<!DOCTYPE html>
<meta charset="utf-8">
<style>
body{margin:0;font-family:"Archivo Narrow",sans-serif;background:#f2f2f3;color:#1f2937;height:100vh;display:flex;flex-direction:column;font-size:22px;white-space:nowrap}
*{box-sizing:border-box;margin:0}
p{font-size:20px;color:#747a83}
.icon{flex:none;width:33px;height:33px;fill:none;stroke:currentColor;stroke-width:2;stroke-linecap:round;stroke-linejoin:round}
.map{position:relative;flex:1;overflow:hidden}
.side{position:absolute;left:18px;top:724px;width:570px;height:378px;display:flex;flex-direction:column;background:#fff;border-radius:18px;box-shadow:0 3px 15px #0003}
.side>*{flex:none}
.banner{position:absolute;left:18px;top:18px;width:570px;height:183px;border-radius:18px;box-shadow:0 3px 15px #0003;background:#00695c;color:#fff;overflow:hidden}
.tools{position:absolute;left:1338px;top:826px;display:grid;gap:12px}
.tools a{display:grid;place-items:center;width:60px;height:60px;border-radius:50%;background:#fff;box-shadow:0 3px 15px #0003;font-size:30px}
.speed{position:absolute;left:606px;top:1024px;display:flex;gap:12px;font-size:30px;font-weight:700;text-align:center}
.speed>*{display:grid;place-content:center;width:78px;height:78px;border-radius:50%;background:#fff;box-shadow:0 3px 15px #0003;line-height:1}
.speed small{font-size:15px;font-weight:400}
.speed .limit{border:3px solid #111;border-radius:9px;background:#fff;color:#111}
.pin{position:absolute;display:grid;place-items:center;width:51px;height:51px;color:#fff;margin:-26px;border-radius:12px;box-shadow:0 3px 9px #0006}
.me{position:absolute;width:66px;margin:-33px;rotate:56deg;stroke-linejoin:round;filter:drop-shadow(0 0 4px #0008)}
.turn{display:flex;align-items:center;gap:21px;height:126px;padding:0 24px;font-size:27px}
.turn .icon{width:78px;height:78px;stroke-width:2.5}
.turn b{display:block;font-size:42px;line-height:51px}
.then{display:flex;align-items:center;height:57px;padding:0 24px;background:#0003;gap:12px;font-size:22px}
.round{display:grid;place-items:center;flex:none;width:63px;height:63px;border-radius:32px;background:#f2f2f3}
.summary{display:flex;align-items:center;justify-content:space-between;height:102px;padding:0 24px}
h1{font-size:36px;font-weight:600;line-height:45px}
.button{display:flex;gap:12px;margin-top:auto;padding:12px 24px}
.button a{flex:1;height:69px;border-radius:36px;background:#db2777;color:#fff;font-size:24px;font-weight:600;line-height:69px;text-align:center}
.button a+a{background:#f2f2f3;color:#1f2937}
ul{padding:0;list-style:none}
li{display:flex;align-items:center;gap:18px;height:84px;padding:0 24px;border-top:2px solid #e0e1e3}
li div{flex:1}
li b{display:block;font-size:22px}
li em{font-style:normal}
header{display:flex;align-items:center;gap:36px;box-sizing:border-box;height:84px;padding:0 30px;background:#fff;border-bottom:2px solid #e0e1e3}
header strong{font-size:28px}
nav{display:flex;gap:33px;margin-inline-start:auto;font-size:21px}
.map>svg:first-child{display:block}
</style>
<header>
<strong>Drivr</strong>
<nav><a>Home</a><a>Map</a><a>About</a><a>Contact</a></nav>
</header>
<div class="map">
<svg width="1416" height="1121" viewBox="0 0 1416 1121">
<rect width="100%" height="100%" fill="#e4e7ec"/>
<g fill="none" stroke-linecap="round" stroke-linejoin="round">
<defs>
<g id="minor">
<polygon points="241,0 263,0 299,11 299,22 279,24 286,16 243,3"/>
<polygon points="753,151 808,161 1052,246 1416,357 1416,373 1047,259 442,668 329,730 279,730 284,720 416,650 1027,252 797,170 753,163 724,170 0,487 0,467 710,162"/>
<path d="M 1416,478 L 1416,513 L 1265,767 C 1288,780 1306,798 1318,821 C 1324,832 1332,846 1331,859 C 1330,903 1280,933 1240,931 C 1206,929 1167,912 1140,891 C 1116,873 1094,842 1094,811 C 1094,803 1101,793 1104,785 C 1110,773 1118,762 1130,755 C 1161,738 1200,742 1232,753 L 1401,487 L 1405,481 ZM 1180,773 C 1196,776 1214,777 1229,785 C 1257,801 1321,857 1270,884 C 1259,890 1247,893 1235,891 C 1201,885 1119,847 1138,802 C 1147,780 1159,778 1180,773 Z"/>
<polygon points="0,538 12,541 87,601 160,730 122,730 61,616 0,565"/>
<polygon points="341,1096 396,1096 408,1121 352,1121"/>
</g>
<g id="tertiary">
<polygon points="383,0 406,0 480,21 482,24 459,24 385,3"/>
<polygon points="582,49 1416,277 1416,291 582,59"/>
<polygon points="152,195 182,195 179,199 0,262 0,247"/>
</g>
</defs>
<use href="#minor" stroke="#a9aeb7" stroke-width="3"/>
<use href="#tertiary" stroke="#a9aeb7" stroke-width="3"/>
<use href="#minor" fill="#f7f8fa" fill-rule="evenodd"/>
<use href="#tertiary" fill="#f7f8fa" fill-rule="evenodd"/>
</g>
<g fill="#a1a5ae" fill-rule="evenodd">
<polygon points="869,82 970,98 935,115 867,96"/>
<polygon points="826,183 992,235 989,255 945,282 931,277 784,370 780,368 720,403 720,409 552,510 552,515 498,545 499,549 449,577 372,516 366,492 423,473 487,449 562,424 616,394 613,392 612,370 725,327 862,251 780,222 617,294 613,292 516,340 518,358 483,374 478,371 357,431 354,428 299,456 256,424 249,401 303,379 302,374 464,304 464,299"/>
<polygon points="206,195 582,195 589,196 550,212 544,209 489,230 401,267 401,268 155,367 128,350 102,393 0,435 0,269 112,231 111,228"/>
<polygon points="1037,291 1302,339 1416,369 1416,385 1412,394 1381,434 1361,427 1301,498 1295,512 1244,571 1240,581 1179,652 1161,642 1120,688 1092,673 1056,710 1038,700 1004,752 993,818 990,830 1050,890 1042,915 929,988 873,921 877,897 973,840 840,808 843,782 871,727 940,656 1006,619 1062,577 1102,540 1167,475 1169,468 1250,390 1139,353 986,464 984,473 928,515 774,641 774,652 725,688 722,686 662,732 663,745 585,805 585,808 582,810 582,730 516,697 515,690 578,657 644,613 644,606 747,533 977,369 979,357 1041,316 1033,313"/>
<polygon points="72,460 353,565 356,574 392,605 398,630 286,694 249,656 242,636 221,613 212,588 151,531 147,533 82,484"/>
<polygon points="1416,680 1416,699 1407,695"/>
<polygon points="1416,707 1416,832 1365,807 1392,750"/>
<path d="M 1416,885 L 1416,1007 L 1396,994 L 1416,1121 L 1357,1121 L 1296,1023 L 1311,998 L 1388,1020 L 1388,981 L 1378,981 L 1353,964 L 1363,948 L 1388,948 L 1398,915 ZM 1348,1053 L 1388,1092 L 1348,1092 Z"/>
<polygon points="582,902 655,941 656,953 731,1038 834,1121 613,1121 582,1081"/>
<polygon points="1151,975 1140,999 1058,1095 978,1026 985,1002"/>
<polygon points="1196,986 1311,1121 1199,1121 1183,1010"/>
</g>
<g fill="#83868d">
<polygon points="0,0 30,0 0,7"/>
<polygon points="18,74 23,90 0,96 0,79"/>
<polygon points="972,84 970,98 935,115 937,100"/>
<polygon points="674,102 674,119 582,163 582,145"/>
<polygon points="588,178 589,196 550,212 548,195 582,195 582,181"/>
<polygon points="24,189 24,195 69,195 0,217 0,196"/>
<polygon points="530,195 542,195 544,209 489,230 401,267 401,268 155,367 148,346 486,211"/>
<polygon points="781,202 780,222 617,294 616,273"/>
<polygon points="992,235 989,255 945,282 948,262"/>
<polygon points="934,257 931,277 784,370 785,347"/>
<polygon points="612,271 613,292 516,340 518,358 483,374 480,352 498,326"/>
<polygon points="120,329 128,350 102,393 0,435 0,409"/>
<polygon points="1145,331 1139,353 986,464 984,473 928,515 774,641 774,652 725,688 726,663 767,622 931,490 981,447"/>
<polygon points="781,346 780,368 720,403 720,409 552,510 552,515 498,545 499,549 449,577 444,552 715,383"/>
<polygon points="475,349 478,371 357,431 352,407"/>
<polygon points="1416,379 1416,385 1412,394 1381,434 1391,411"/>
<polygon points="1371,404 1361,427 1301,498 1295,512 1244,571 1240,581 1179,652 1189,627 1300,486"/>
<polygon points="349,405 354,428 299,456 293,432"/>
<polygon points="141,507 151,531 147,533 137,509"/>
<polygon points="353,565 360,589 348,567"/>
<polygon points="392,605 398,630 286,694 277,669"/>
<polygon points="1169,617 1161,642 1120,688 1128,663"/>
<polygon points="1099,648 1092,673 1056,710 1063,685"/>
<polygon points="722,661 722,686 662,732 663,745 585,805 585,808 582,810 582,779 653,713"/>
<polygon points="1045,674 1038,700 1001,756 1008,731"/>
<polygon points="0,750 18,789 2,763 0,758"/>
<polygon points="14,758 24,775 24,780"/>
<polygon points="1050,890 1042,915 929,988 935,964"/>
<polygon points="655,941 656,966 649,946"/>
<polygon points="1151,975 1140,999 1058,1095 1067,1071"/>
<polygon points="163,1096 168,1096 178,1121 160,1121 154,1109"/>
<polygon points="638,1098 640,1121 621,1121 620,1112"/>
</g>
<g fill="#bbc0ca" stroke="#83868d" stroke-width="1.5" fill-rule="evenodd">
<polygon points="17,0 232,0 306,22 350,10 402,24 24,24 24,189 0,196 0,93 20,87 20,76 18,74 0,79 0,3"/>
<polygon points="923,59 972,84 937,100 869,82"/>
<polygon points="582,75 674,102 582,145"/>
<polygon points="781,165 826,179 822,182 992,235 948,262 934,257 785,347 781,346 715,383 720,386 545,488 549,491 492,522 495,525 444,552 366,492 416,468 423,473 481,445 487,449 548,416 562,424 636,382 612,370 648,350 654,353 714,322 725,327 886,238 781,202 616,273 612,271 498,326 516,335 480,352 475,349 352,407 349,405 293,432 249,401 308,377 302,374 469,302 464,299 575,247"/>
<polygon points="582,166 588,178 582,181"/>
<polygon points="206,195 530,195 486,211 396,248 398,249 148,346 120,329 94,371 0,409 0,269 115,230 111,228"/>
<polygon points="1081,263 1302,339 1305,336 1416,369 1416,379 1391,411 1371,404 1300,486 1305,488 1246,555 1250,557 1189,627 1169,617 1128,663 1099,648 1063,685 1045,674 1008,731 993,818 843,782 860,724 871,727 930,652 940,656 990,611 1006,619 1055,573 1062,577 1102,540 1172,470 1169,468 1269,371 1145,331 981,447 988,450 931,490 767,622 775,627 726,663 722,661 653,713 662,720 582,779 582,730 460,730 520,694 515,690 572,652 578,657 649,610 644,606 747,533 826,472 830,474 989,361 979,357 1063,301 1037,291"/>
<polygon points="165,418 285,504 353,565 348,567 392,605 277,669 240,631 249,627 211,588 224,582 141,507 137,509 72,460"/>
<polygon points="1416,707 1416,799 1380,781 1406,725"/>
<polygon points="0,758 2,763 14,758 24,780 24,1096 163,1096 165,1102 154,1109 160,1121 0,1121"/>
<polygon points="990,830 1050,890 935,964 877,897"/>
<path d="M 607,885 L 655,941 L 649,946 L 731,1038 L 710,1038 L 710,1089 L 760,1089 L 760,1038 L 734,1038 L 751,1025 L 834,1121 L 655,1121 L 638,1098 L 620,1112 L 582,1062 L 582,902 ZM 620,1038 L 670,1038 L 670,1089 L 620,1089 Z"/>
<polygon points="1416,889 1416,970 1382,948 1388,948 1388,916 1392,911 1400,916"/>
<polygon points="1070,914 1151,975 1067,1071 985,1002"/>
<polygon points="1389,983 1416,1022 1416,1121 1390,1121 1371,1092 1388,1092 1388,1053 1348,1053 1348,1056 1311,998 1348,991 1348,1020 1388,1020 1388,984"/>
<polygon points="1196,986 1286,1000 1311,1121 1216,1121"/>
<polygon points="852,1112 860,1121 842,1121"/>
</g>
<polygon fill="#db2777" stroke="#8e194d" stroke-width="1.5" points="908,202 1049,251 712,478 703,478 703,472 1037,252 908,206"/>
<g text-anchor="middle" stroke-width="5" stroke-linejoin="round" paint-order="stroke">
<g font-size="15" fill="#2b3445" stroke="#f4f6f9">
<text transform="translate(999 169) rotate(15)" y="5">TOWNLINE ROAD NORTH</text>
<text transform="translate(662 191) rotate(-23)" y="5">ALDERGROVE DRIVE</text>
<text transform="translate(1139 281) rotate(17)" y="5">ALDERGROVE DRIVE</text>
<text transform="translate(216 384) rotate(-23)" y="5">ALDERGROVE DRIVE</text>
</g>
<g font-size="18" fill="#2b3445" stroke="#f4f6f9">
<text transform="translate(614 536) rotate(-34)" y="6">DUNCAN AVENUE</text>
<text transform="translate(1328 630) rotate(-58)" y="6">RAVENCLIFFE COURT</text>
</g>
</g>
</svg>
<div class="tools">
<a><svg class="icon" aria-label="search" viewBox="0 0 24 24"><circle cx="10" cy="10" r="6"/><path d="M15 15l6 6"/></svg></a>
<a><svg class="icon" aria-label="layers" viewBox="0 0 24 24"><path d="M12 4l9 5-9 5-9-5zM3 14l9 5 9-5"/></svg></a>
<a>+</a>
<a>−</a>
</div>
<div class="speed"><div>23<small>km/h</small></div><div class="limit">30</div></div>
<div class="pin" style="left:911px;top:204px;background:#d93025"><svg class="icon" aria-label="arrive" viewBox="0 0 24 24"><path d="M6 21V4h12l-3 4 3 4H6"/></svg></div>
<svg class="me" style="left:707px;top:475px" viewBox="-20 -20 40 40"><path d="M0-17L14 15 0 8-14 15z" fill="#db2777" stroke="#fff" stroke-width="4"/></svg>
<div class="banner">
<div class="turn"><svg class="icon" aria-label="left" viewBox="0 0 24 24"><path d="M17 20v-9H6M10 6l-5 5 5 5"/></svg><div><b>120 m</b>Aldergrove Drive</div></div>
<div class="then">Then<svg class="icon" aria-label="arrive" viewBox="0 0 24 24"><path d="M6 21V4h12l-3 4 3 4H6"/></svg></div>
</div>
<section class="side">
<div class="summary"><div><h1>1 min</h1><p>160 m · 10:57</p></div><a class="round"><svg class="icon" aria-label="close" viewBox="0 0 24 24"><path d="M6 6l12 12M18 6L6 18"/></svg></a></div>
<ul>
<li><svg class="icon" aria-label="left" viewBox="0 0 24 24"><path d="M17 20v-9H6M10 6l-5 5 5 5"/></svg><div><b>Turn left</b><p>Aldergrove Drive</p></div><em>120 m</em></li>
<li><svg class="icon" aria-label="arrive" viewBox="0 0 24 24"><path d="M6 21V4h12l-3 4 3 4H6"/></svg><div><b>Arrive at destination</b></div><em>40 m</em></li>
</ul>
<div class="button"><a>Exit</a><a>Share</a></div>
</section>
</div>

--

▸ **EXERCISE**
Work out how many lines in the data hold the word "linecap"; reply with the number alone.

▸ **RESPONSE**
2